S3 Select queries can be made against gzipped source files; the S3A input stream receives the output in text format, rather than as a (re)compressed stream.

To read a gzip file, set fs.s3a.select.input.compression to gzip.

jobConf.set("mapreduce.job.input.file.must.fs.s3a.select.input.compression",
  "gzip");

Most of the Hadoop RecordReader classes automatically choose a decompressor based on the extension of the source file. This causes problems when reading .gz files, because S3 Select is automatically decompressing and returning csv-formatted text.

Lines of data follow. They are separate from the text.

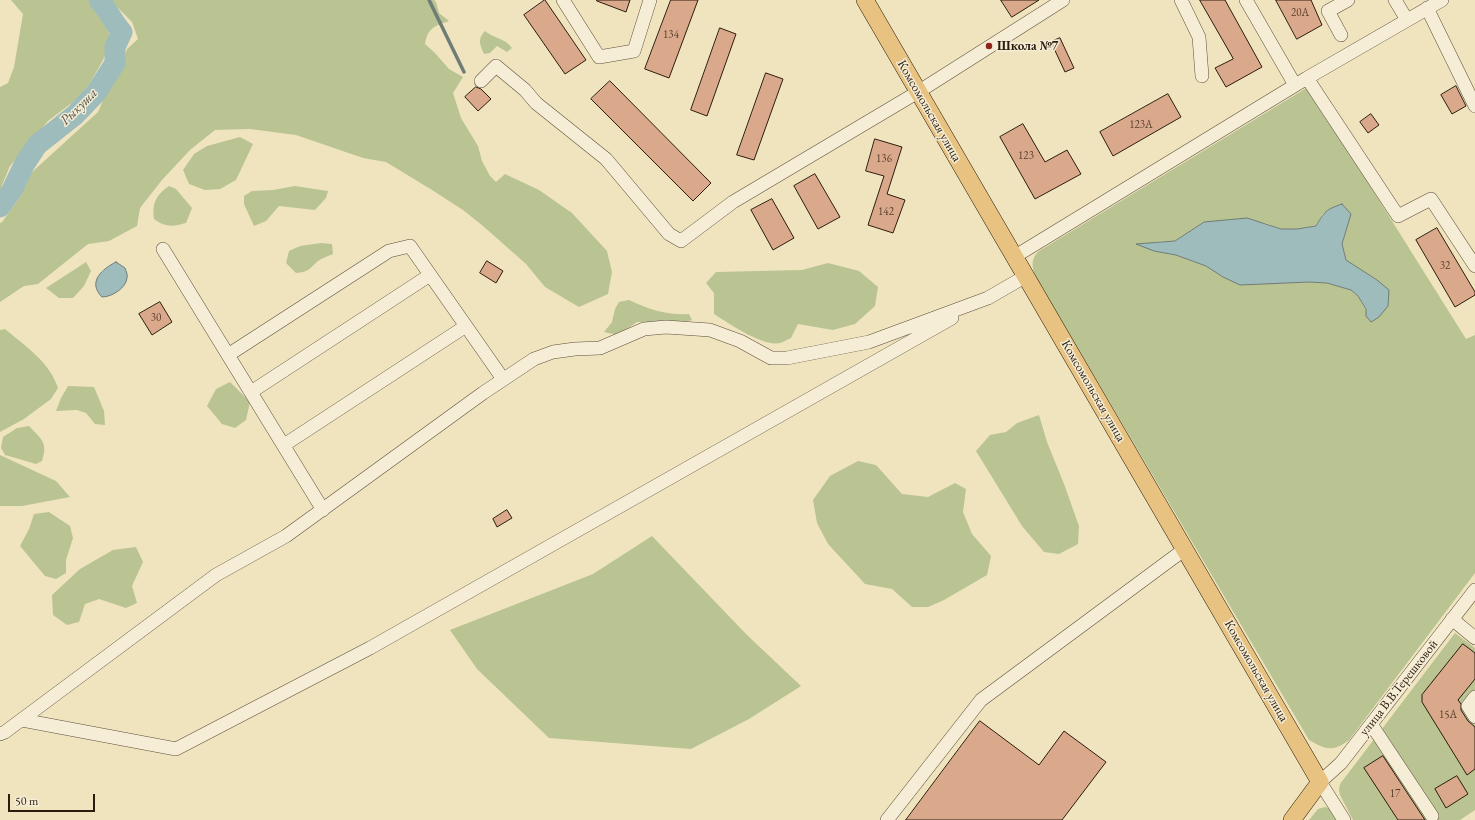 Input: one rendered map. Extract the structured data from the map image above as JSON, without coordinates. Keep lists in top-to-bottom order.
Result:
{
  "streets": {
    "main road": ["Комсомольская улица"],
    "street": ["улица В.В.Терешковой"]
  },
  "crossings": [
    ["Комсомольская улица", "улица В.В.Терешковой"]
  ],
  "water": ["Рыкуша"],
  "places": ["Школа №7"],
  "house_numbers": [
    "20А",
    "134",
    "123А",
    "123",
    "136",
    "142",
    "32",
    "30",
    "15А",
    "17"
  ],
  "scale_bar": "50 m"
} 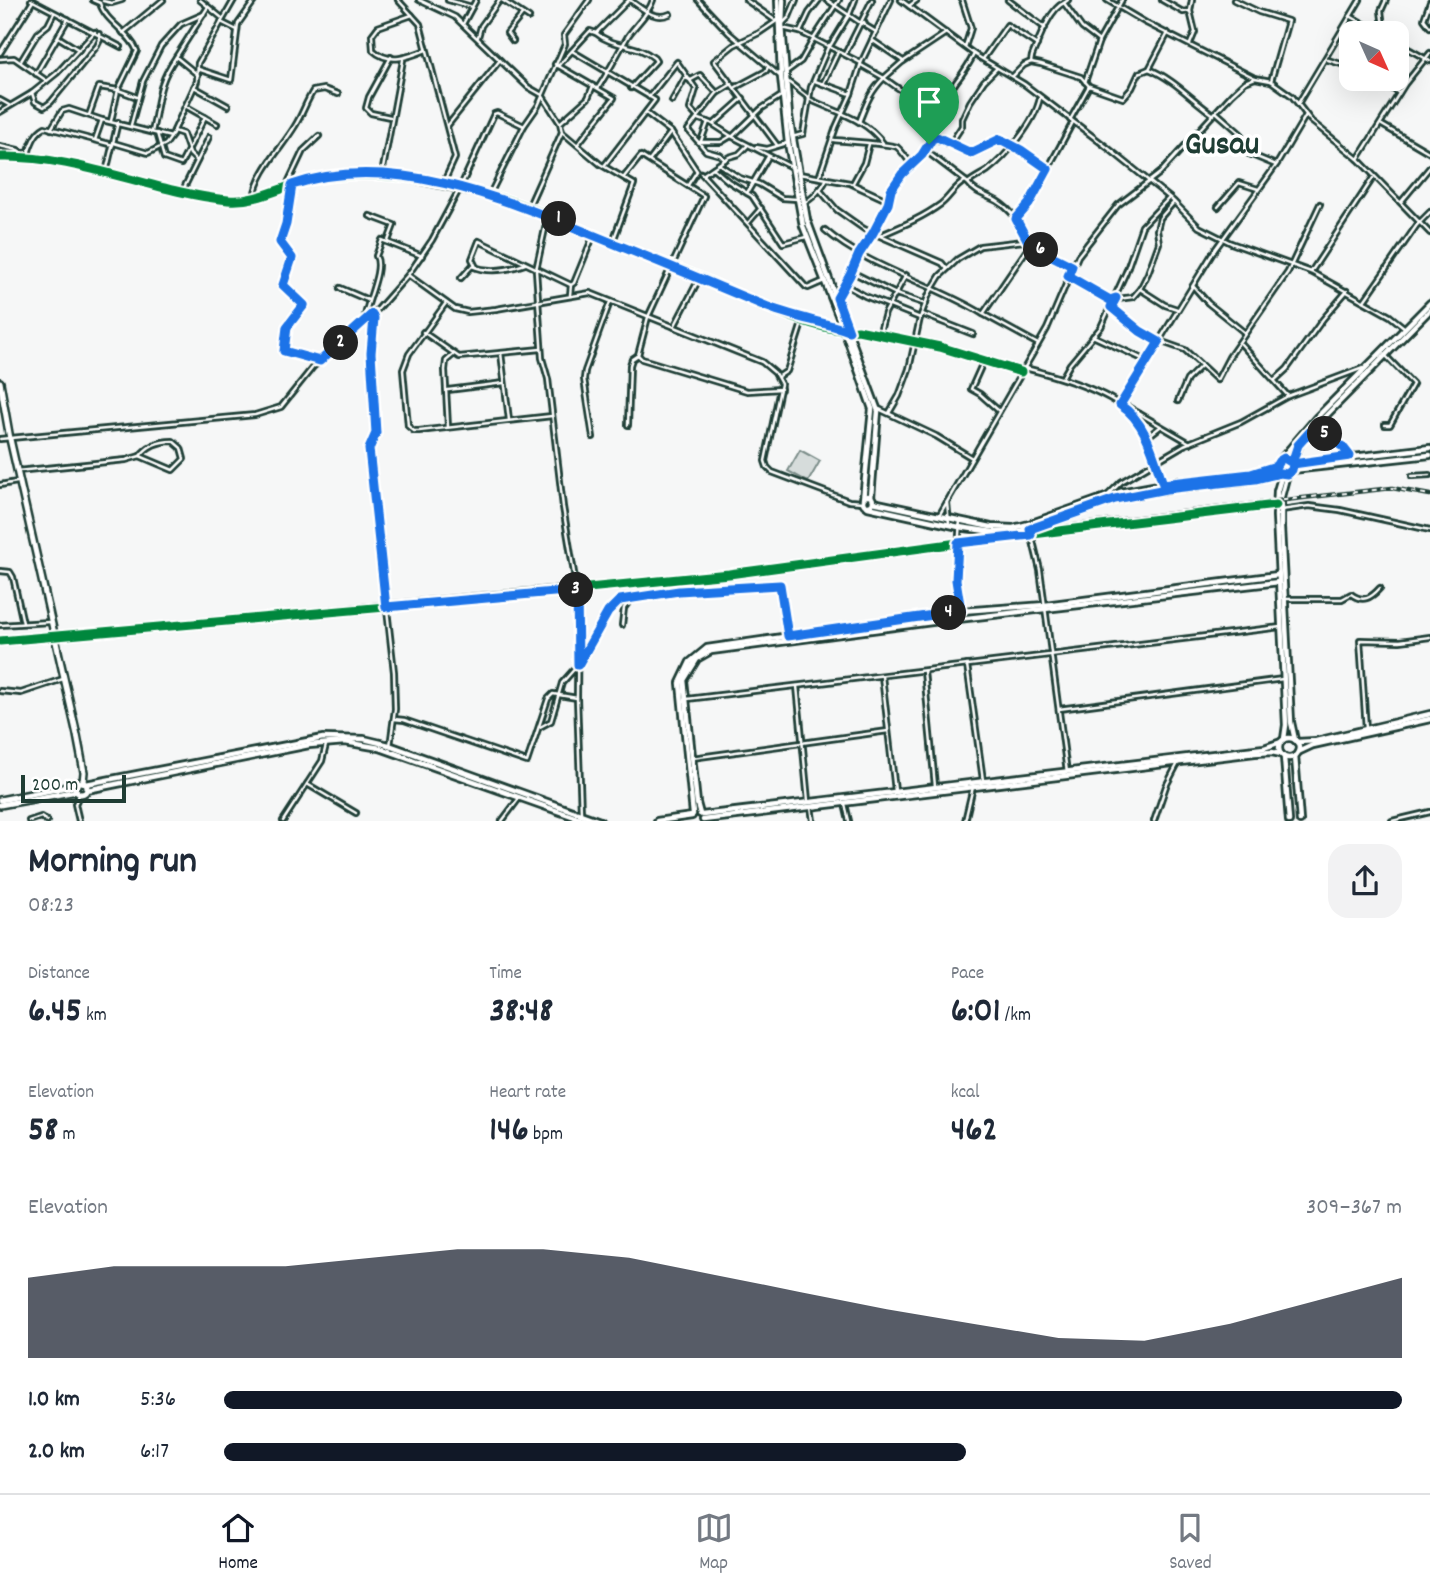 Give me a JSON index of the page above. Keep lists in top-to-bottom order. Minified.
{"districts":["Gusau"],"scale_bar":"200 m","north":"bottom right","page":{"pins":["1","6","2","5","3","4"],"scale":"200 m","heading":["Morning run","08:23"],"stats":[["Distance","6.45 km"],["Time","38:48"],["Pace","6:01 /km"],["Elevation","58 m"],["Heart rate","146 bpm"],["kcal","462"]],"chart":["Elevation","309–367 m"],"list":[{"name":"1.0 km","note":"5:36"},{"name":"2.0 km","note":"6:17"}],"tabs":["Home","Map","Saved"]}}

By default, a query across gzipped files will fail with the error “IOException: not a gzip file”

To avoid this problem, declare that the job should switch to the “Passthrough Codec” for all files with a “.gz” extension:

jobConf.set("io.compression.codecs",
    "org.apache.hadoop.io.compress.PassthroughCodec");
jobConf.set("io.compress.passthrough.extension", ".gz");

Obviously, this breaks normal .gz decompression: only set it on S3 Select jobs.

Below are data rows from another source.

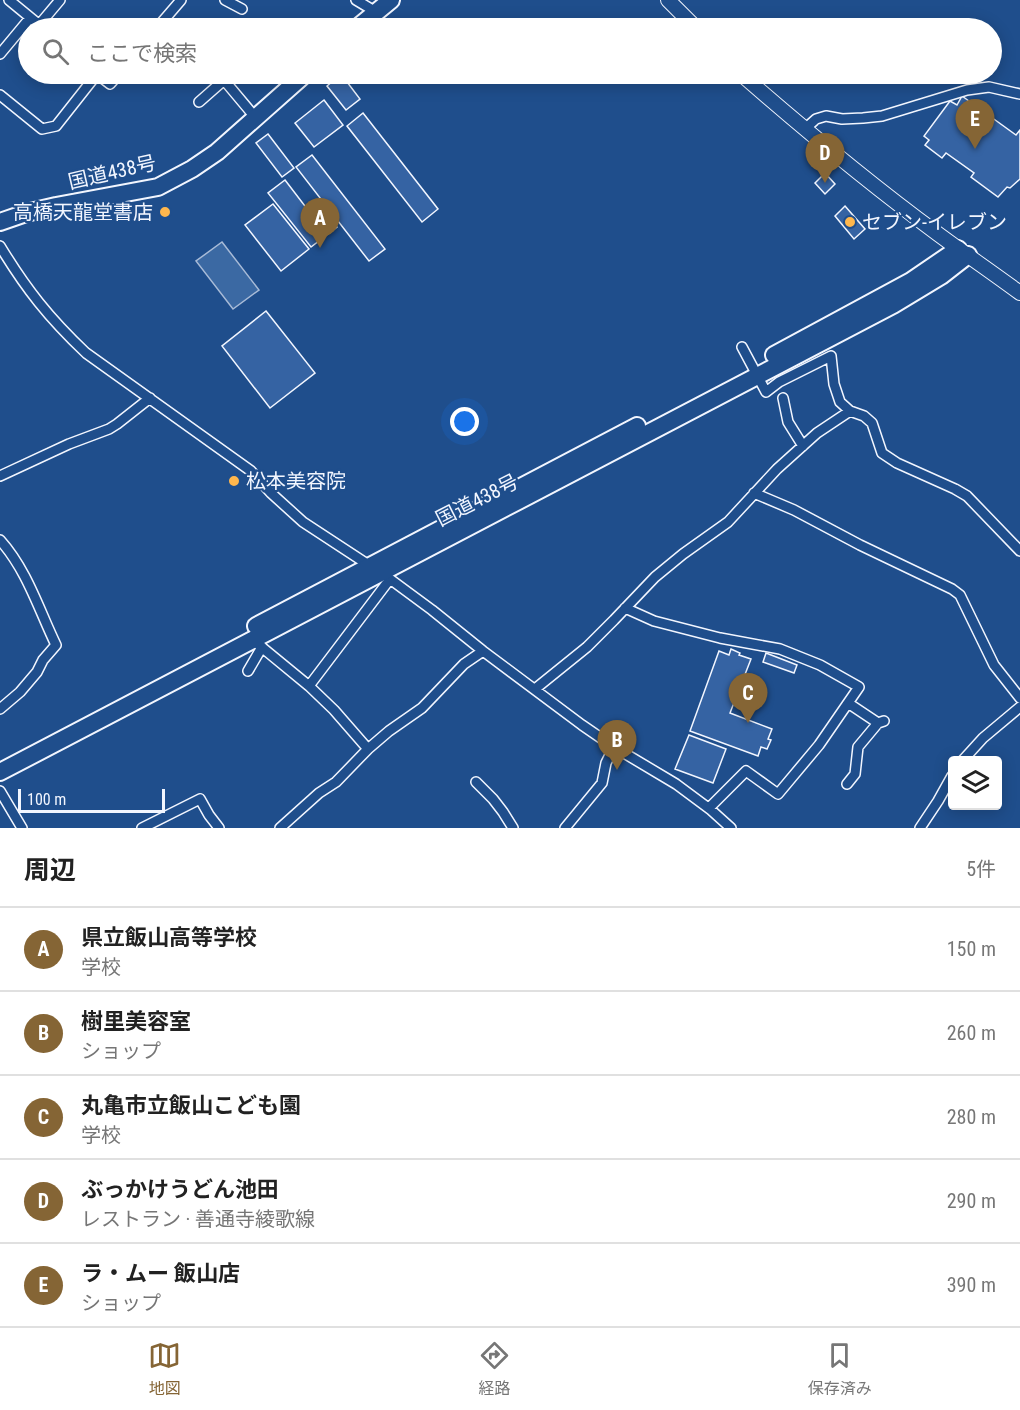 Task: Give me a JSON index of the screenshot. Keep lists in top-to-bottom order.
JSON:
{
  "streets": {
    "highway": ["国道438号"]
  },
  "places": ["高橋天龍堂書店", "セブン-イレブン", "松本美容院"],
  "scale_bar": "100 m",
  "page": {
    "search": "ここで検索",
    "pins": [
      "E",
      "D",
      "A",
      "C",
      "B"
    ],
    "scale": "100 m",
    "heading": ["周辺", "5件"],
    "list": [
      {
        "mark": "A",
        "name": "県立飯山高等学校",
        "note": "学校",
        "value": "150 m"
      },
      {
        "mark": "B",
        "name": "樹里美容室",
        "note": "ショップ",
        "value": "260 m"
      },
      {
        "mark": "C",
        "name": "丸亀市立飯山こども園",
        "note": "学校",
        "value": "280 m"
      },
      {
        "mark": "D",
        "name": "ぶっかけうどん池田",
        "note": "レストラン · 善通寺綾歌線",
        "value": "290 m"
      },
      {
        "mark": "E",
        "name": "ラ・ムー 飯山店",
        "note": "ショップ",
        "value": "390 m"
      }
    ],
    "nav": ["地図", "経路", "保存済み"]
  }
}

S3 Select configuration options.

Consult the javadocs for org.apache.hadoop.fs.s3a.select.SelectConstants.

The listed options can be set in core-site.xml, supported by S3A per-bucket configuration, and can be set programmatically on the Configuration object use to configure a new filesystem instance.

Any of these options can be set in the builder returned by the openFile() call —simply set them through a chain of builder.must() operations.

<property>
  <name>fs.s3a.select.input.format</name>
  <value>csv</value>
  <description>Input format</description>
</property>

<property>
  <name>fs.s3a.select.output.format</name>
  <value>csv</value>
  <description>Output format</description>
</property>

<property>
  <name>fs.s3a.select.input.csv.comment.marker</name>
  <value>#</value>
  <description>In S3 Select queries: the marker for comment lines in CSV files</description>
</property>

<property>
  <name>fs.s3a.select.input.csv.record.delimiter</name>
  <value>\n</value>
  <description>In S3 Select queries over CSV files: the record delimiter.
    \t is remapped to the TAB character, \r to CR \n to newline. \\ to \
    and \" to "
  </description>
</property>

<property>
  <name>fs.s3a.select.input.csv.field.delimiter</name>
  <value>,</value>
  <description>In S3 Select queries over CSV files: the field delimiter.
    \t is remapped to the TAB character, \r to CR \n to newline. \\ to \
    and \" to "
  </description>
</property>

<property>
  <name>fs.s3a.select.input.csv.quote.character</name>
  <value>"</value>
  <description>In S3 Select queries over CSV files: quote character.
    \t is remapped to the TAB character, \r to CR \n to newline. \\ to \
    and \" to "
  </description>
</property>

<property>
  <name>fs.s3a.select.input.csv.quote.escape.character</name>
  <value>\\</value>
  <description>In S3 Select queries over CSV files: quote escape character.
    \t is remapped to the TAB character, \r to CR \n to newline. \\ to \
    and \" to "
  </description>
</property>

<property>
  <name>fs.s3a.select.input.csv.header</name>
  <value>none</value>
  <description>In S3 Select queries over CSV files: what is the role of the header? One of "none", "ignore" and "use"</description>
</property>

<property>
  <name>fs.s3a.select.input.compression</name>
  <value>none</value>
  <description>In S3 Select queries, the source compression
    algorithm. One of: "none" and "gzip"</description>
</property>

<property>
  <name>fs.s3a.select.output.csv.quote.fields</name>
  <value>always</value>
  <description>
    In S3 Select queries: should fields in generated CSV Files be quoted?
    One of: "always", "asneeded".
  </description>
</property>

<property>
  <name>fs.s3a.select.output.csv.quote.character</name>
  <value>"</value>
  <description>
    In S3 Select queries: the quote character for generated CSV Files.
  </description>
</property>

<property>
  <name>fs.s3a.select.output.csv.quote.escape.character</name>
  <value>\\</value>
  <description>
    In S3 Select queries: the quote escape character for generated CSV Files.
  </description>
</property>

<property>
  <name>fs.s3a.select.output.csv.record.delimiter</name>
  <value>\n</value>
  <description>
    In S3 Select queries: the record delimiter for generated CSV Files.
  </description>
</property>

<property>
  <name>fs.s3a.select.output.csv.field.delimiter</name>
  <value>,</value>
  <description>
    In S3 Select queries: the field delimiter for generated CSV Files.
  </description>
</property>

<property>
  <name>fs.s3a.select.errors.include.sql</name>
  <value>false</value>
  <description>
    Include the SQL statement in errors: this is useful for development but
    may leak security and Personally Identifying Information in production,
    so must be disabled there.
  </description>
</property>

Security and Privacy

SQL Injection attacks are the classic attack on data. Because S3 Select is a read-only API, the classic “Bobby Tables” attack to gain write access isn’t going to work. Even so: sanitize your inputs.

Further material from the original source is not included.